Successful public speakers know that just because you are talking to a large group of people does not mean that you cannot connect with them as individuals. Any audience has common fears, hopes, or circumstances. Focusing on these common threads allows you to address the entire group, but make each of them feel understood as a single person.
The Affiliate Manager Relating to Affiliates.
It’s vital that a manager utilize tools that allow him or her to quickly ascertain how affiliates are performing and what guidance they might need. A generic guide explaining ho to get started with an affiliate program is a good start, but affiliates will also need someone to step in and offer coaching and encouragement that relates directly to their strengths and weaknesses. Without a relationship such as this, there is nothing to stop the successful affiliates from jumping ship when a competing program decides to start a bidding war on affiliate commissions. Affiliates who are only moderately successful are likely to simply give up and tell their friends affiliate marketing is a scam.

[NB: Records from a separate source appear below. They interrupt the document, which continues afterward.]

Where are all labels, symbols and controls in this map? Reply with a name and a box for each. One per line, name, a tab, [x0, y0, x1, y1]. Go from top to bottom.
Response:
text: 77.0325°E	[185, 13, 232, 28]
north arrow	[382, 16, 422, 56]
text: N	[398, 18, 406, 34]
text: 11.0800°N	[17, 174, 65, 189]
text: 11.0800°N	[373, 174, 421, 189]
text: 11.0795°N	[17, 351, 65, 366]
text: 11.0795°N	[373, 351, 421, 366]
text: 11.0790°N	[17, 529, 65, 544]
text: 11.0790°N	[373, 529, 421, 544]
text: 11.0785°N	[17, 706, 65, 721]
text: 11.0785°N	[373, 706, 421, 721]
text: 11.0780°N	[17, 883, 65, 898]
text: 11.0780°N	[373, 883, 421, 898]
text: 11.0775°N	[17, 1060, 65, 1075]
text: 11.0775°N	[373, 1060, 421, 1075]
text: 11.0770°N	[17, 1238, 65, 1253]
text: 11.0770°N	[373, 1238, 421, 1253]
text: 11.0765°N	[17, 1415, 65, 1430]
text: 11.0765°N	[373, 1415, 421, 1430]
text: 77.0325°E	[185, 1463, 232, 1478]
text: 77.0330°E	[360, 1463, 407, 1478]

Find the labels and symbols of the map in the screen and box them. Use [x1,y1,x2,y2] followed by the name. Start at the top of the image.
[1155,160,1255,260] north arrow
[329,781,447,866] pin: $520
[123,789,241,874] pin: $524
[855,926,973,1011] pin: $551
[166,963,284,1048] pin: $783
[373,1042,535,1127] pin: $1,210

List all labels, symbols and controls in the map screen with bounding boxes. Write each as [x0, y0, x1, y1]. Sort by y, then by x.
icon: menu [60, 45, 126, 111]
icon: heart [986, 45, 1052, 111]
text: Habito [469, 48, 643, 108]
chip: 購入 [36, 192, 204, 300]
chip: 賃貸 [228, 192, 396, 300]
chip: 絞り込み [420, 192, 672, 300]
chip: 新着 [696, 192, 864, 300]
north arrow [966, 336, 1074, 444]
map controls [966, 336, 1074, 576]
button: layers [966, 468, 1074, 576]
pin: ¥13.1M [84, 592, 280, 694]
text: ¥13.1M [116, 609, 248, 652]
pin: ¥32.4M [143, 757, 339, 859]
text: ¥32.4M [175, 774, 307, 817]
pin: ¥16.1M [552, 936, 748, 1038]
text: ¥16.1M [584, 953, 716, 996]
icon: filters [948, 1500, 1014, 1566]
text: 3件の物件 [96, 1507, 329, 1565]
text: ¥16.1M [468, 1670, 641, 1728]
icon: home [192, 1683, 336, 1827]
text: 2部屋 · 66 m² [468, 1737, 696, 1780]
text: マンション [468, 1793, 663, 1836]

The relationship is vital to affiliates, whether they realize it or not. The manager has a great deal of knowledge about the product and what makes it sell. No one is in a better position to show an affiliate what people are currently doing to be successful with the program and what specific changes could be made to improve profitability than the affiliate manager.
The Affiliate Relating to Customers.
In a retail business, most people realize that a happy customer is a customer who returns to spend more money in the future. Yet the anonymity of the Internet causes some affiliates to forget this simple fact of commerce and they worry more about getting a quick sale than giving the customer what he or she truly wants and needs. I don’t mean to imply everyone in the industry has forgotten this important lesson. There are several “ezine gurus” who make money hand-over-fist by developing a relationship with their subscribers based on trust and comfort. When they recommend a product in their newsletter, people believe and buy. How did this relationship of trust come to exist? The guru (who’s an affiliate of the products being recommended) places himself in the shoes of the customer and considers their desires and concerns. When he or she finds a product that addresses those desires and concerns, it’s an easy sell and the customers love the guru for it.
The Advertiser Relating to Affiliates.
In general affiliates consider the best advertiser to be the one that brings the most paying customers for their advertising dollar, but how does an advertiser achieve this? Again the answer lies in developing a relationship with affiliates (who are in this case their customers) that encourages feedback, enabling both parties to can hash out what advertising methods work best. An advertiser that offers this type of relationship doesn’t necessarily need to offer the best return per dollar today because the potential for growth outstrips the more “profitable” competition.
These are just three examples of the faceless entities of ecommerce and why it is important to connect with them. Consider how many groups of people you interact with in your business.